***** Extracted data
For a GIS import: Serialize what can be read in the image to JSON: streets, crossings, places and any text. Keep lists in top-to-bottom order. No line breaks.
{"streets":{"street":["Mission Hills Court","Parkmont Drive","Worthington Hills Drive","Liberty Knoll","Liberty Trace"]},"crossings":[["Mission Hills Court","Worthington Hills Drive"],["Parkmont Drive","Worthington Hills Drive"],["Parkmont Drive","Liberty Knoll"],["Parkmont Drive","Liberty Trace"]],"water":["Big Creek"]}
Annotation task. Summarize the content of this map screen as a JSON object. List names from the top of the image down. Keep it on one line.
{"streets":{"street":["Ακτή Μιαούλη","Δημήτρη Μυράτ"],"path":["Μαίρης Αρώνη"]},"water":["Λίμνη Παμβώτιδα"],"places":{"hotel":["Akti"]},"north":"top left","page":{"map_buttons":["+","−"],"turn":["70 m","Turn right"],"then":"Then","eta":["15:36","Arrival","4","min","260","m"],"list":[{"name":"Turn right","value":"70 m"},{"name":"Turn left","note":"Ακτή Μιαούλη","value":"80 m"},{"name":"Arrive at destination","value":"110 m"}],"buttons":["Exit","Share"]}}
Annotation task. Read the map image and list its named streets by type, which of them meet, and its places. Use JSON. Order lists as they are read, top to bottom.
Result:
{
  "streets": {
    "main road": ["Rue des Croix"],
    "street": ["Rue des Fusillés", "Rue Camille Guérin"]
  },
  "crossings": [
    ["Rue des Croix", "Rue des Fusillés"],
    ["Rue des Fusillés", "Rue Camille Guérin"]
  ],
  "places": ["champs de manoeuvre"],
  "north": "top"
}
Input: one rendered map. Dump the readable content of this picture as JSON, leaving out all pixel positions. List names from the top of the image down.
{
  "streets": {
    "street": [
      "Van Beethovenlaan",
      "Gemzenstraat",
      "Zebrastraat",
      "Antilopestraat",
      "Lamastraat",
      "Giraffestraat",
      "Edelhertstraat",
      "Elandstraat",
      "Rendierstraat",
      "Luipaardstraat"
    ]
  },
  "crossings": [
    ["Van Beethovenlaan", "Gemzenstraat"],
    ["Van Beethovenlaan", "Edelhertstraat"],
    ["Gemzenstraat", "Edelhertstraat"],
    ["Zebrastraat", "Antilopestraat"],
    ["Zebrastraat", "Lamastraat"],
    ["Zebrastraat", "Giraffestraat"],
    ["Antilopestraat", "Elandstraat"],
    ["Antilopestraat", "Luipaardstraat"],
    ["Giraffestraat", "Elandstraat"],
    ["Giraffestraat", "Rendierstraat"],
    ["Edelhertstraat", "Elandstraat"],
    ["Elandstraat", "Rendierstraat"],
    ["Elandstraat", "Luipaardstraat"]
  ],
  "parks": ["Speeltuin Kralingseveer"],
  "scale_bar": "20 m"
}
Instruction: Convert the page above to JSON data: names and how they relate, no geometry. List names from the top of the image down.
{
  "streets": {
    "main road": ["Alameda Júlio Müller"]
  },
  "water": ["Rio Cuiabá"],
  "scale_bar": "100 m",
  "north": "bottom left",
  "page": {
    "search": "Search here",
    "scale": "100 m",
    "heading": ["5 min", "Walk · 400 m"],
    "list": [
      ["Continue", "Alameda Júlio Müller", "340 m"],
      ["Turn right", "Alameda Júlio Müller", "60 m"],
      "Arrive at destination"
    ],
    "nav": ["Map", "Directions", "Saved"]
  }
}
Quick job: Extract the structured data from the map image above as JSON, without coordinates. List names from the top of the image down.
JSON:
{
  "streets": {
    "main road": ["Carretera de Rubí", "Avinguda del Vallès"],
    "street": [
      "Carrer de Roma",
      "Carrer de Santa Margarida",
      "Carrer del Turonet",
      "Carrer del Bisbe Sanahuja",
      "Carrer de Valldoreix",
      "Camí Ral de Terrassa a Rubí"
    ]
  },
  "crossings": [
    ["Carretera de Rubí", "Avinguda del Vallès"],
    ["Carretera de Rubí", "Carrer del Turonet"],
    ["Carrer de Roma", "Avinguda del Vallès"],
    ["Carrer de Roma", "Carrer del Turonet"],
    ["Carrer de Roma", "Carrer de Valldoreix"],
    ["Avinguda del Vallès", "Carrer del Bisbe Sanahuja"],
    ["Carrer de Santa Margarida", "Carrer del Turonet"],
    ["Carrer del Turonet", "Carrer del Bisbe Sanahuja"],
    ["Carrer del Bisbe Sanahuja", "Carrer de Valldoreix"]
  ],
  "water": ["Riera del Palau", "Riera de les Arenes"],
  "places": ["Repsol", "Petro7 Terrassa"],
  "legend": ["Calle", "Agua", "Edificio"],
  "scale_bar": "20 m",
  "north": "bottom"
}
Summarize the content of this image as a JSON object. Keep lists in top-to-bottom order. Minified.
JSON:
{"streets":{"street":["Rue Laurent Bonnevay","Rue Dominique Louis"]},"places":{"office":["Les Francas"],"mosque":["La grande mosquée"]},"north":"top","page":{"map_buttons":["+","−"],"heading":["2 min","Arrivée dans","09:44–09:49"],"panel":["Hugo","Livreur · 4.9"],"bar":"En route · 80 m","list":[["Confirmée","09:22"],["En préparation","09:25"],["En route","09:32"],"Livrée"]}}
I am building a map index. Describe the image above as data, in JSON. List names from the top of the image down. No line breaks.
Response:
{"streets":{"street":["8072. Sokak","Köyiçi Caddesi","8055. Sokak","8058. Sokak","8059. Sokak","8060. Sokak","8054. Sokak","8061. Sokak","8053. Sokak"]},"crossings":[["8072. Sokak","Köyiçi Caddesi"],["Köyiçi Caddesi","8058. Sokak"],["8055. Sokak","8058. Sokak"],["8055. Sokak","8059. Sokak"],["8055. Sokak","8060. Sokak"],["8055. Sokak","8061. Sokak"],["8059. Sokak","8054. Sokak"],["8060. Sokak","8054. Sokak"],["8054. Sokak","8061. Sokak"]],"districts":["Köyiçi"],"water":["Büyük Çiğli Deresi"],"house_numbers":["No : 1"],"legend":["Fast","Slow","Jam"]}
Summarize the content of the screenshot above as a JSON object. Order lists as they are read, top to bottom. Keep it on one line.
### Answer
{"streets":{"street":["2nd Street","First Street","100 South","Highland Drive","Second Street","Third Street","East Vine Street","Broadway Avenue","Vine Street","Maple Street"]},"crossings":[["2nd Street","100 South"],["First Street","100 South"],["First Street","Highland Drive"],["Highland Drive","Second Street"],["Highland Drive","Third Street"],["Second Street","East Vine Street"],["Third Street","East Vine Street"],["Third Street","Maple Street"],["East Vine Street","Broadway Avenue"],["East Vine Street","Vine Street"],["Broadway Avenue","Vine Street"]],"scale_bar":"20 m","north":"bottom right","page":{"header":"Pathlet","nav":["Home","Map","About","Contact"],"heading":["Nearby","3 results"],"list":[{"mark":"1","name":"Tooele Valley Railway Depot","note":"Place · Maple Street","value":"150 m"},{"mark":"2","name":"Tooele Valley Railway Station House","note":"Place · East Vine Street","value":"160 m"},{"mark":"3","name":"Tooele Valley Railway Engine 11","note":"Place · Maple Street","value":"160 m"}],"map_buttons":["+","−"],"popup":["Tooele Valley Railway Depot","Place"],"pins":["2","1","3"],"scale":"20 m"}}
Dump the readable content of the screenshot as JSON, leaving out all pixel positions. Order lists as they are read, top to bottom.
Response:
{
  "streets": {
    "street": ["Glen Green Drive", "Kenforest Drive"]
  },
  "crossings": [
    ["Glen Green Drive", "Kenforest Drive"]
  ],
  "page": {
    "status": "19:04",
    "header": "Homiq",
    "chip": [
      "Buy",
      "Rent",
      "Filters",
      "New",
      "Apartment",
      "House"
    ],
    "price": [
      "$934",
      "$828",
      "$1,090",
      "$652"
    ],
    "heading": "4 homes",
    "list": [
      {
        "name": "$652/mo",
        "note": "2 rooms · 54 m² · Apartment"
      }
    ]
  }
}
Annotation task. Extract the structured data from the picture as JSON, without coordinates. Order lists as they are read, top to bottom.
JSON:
**********
Task objective: Filter the entries above down to the lines that contain "coordinates".

Solution for this task:
Quick job: Extract the structured data from the map image above as JSON, without coordinates. List names from the top of the image down.
Annotation task. Extract the structured data from the picture as JSON, without coordinates. Order lists as they are read, top to bottom.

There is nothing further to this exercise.